Merge pull request #65 from PalmPalm7/main

Updated chunking_document.
instructlab · Jul 6, 2024 · 6842582 · 6842582
2 parents 6251693 + 19bf54b
commit 6842582
Showing 1 changed file with 32 additions and 7 deletions.
diff --git a/src/instructlab/sdg/utils/chunking.py b/src/instructlab/sdg/utils/chunking.py
@@ -2,12 +2,16 @@
 
 # Standard
 from typing import List
+import logging
+import re
 
 # Third Party
-from langchain_text_splitters import RecursiveCharacterTextSplitter
+from langchain_text_splitters import Language, RecursiveCharacterTextSplitter
 
 _DEFAULT_CHUNK_OVERLAP = 100
 
+logger = logging.getLogger(__name__)
+
 
 def _num_tokens_from_words(num_words) -> int:
     return int(num_words * 1.3)  # 1 word ~ 1.3 token
@@ -21,12 +25,24 @@ def chunk_document(documents: List, server_ctx_size, chunk_word_count) -> List[s
     """
     Iterates over the documents and splits them into chunks based on the word count provided by the user.
     Args:
-        documents (dict): List of documents retrieved from git (can also consist of a single document).

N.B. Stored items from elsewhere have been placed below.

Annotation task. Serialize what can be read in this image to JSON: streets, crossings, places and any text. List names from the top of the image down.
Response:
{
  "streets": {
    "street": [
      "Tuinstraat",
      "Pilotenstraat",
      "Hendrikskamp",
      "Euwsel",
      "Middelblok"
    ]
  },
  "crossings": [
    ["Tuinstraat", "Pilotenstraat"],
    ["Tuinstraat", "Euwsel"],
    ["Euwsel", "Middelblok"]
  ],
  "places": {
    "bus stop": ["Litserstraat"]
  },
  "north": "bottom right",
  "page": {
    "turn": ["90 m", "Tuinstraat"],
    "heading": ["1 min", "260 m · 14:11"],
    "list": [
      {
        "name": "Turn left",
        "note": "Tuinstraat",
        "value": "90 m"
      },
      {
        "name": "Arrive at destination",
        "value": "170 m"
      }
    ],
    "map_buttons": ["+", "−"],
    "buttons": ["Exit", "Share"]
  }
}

+        documents (list): List of documents retrieved from git (can also consist of a single document).
         server_ctx_size (int): Context window size of server.
         chunk_word_count (int): Maximum number of words to chunk a document.
     Returns:
          List[str]: List of chunked documents.
     """
+
+    # Checks for input type error
+    if isinstance(documents, str):
+        documents = [documents]
+        logger.info(
+            "Converted single string into a list of string. Assumed the string passed in is the document. Normally, chunk_document() should take a list as input."
+        )
+    elif not isinstance(documents, list):
+        raise TypeError(
+            "Expected: documents to be a list, but got {}".format(type(documents))
+        )
+
     no_tokens_per_doc = _num_tokens_from_words(chunk_word_count)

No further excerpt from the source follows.